To do: Quote all of the data exactly as given. Skip every picture it contains.

Dataset excerpts:
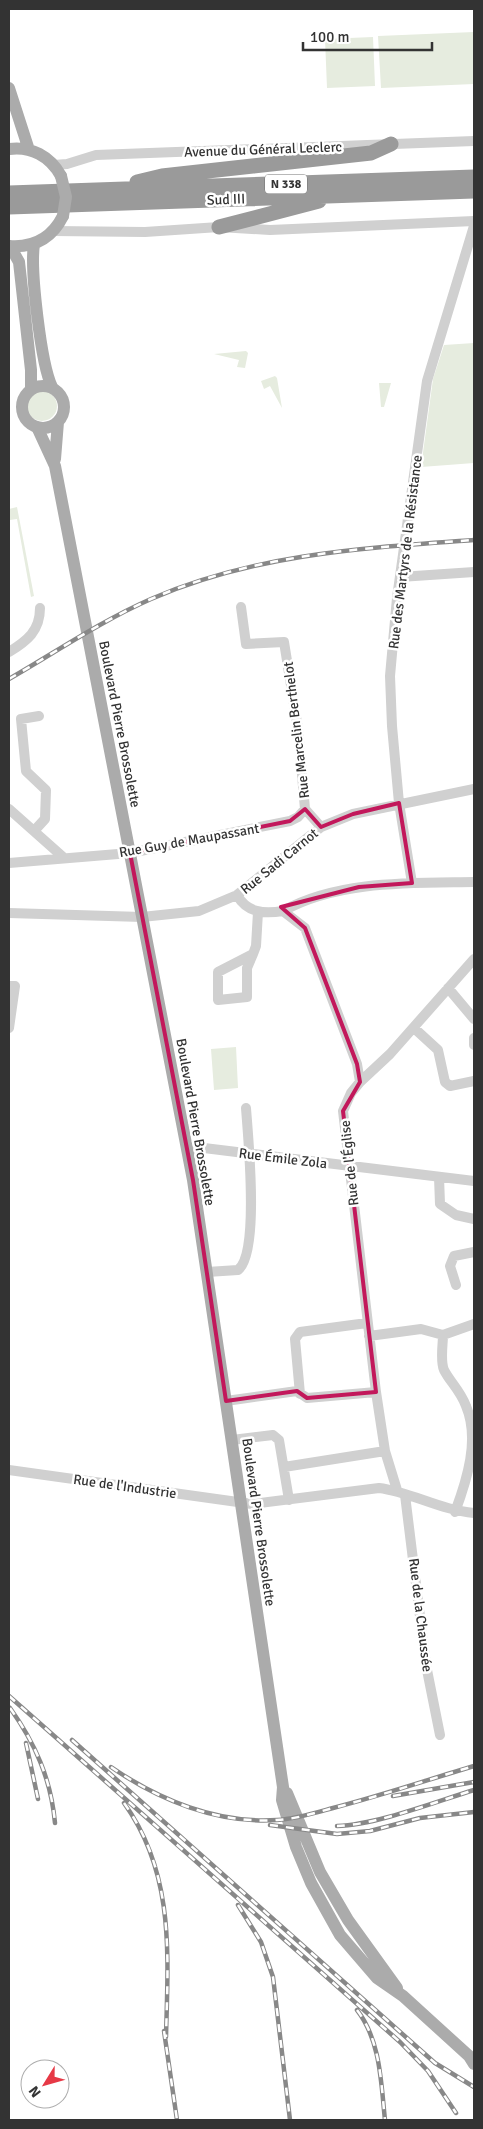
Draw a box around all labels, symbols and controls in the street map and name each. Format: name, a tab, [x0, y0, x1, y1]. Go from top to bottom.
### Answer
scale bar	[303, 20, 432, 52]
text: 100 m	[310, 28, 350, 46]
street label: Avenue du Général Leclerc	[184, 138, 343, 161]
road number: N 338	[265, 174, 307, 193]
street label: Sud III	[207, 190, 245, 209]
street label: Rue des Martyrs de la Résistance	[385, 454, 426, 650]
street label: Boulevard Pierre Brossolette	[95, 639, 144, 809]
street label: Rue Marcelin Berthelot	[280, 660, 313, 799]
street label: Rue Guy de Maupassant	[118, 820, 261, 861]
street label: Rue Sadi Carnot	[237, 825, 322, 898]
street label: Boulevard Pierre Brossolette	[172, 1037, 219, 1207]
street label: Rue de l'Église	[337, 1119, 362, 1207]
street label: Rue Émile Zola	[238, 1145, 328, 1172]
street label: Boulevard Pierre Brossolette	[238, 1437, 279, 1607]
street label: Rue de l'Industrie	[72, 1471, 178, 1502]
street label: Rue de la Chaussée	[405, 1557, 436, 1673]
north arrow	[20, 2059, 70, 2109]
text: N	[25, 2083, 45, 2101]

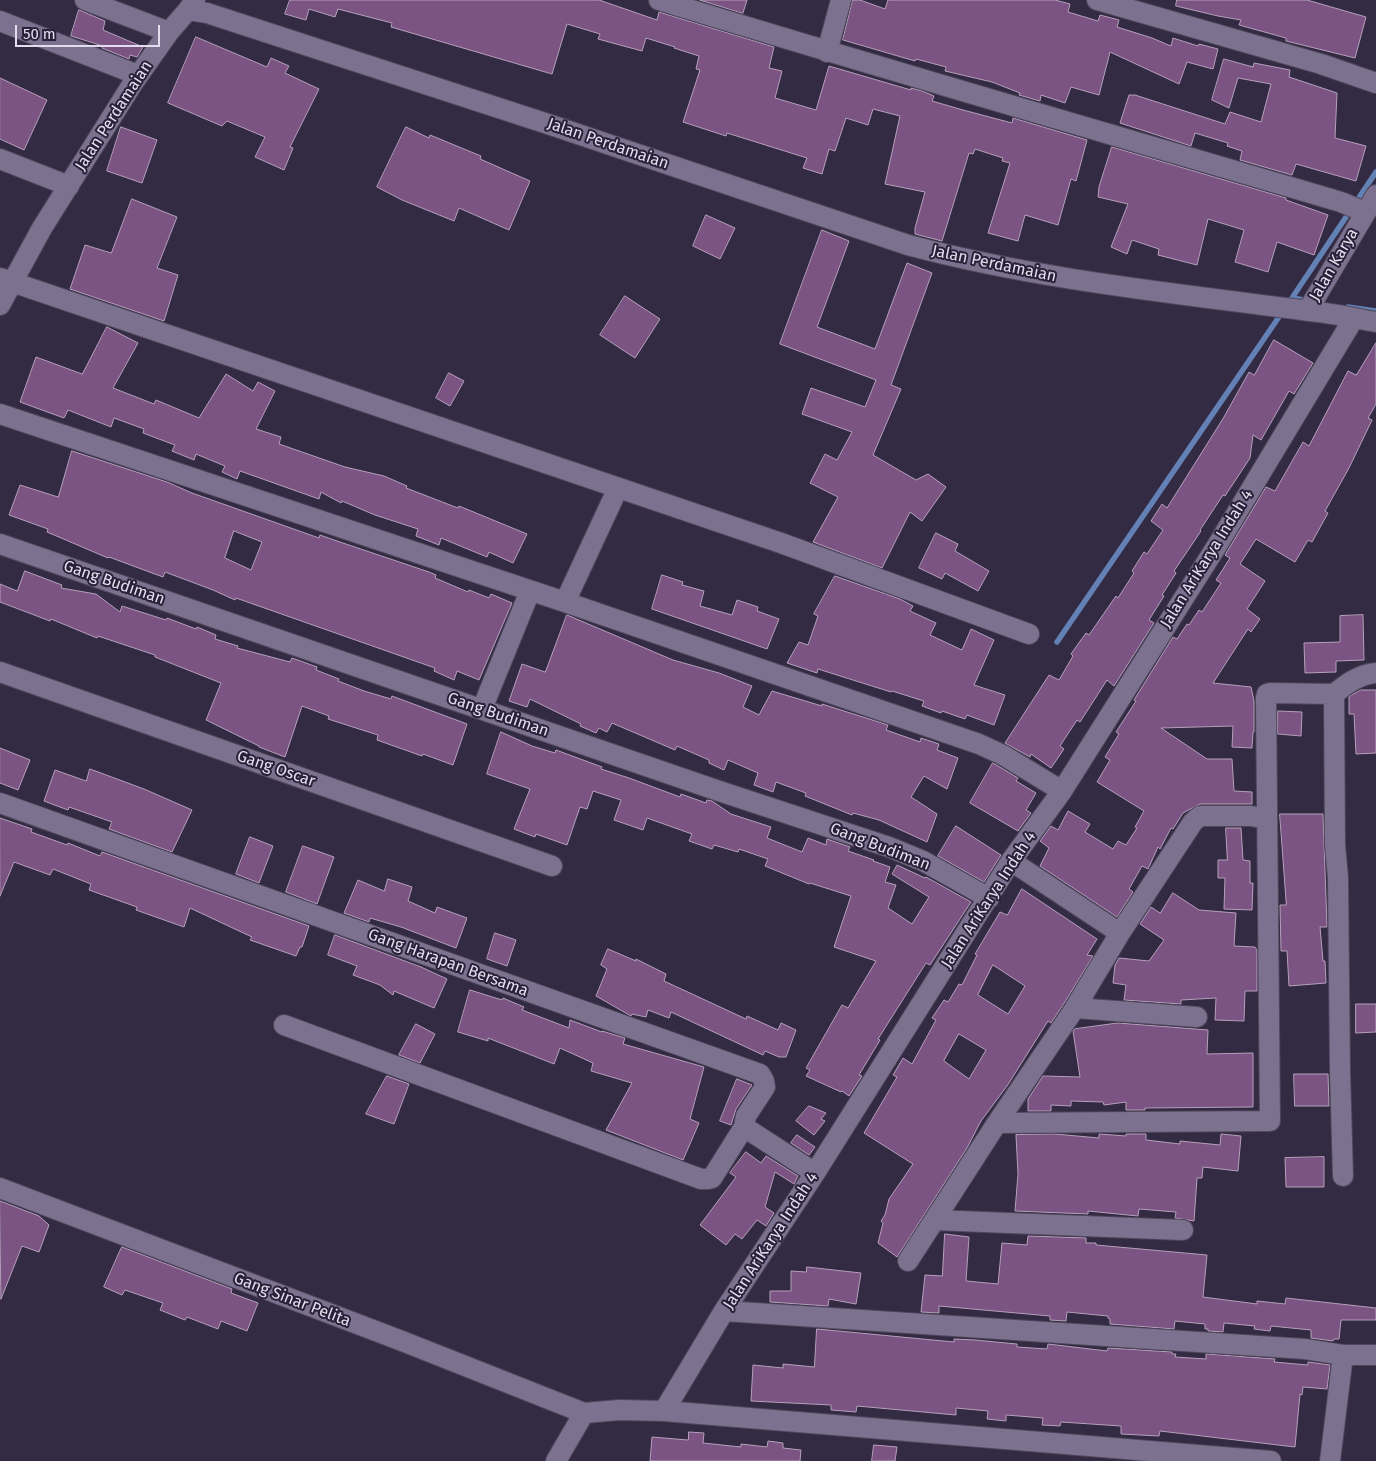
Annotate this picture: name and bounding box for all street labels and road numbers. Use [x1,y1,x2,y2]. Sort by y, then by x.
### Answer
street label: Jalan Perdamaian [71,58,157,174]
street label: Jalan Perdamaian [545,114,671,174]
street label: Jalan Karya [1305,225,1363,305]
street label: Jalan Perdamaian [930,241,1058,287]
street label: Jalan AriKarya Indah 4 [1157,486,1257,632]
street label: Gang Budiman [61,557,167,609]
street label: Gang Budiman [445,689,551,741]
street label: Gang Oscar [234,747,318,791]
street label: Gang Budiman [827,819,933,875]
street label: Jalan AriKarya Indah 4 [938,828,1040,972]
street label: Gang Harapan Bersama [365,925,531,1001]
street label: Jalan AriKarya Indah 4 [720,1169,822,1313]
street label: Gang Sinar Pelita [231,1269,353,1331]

Task response:
Draw a box around all labels, symbols and controls in the street map and name each. Format: name, a tab, [x0, y0, x1, y1]. Go from top to bottom.
### Answer
scale bar	[303, 20, 432, 52]
text: 100 m	[310, 28, 350, 46]
street label: Avenue du Général Leclerc	[184, 138, 343, 161]
road number: N 338	[265, 174, 307, 193]
street label: Sud III	[207, 190, 245, 209]
street label: Rue des Martyrs de la Résistance	[385, 454, 426, 650]
street label: Boulevard Pierre Brossolette	[95, 639, 144, 809]
street label: Rue Marcelin Berthelot	[280, 660, 313, 799]
street label: Rue Guy de Maupassant	[118, 820, 261, 861]
street label: Rue Sadi Carnot	[237, 825, 322, 898]
street label: Boulevard Pierre Brossolette	[172, 1037, 219, 1207]
street label: Rue de l'Église	[337, 1119, 362, 1207]
street label: Rue Émile Zola	[238, 1145, 328, 1172]
street label: Boulevard Pierre Brossolette	[238, 1437, 279, 1607]
street label: Rue de l'Industrie	[72, 1471, 178, 1502]
street label: Rue de la Chaussée	[405, 1557, 436, 1673]
north arrow	[20, 2059, 70, 2109]
text: N	[25, 2083, 45, 2101]

Annotate this picture: name and bounding box for all street labels and road numbers. Use [x1,y1,x2,y2]. Sort by y, then by x.
### Answer
street label: Jalan Perdamaian [71,58,157,174]
street label: Jalan Perdamaian [545,114,671,174]
street label: Jalan Karya [1305,225,1363,305]
street label: Jalan Perdamaian [930,241,1058,287]
street label: Jalan AriKarya Indah 4 [1157,486,1257,632]
street label: Gang Budiman [61,557,167,609]
street label: Gang Budiman [445,689,551,741]
street label: Gang Oscar [234,747,318,791]
street label: Gang Budiman [827,819,933,875]
street label: Jalan AriKarya Indah 4 [938,828,1040,972]
street label: Gang Harapan Bersama [365,925,531,1001]
street label: Jalan AriKarya Indah 4 [720,1169,822,1313]
street label: Gang Sinar Pelita [231,1269,353,1331]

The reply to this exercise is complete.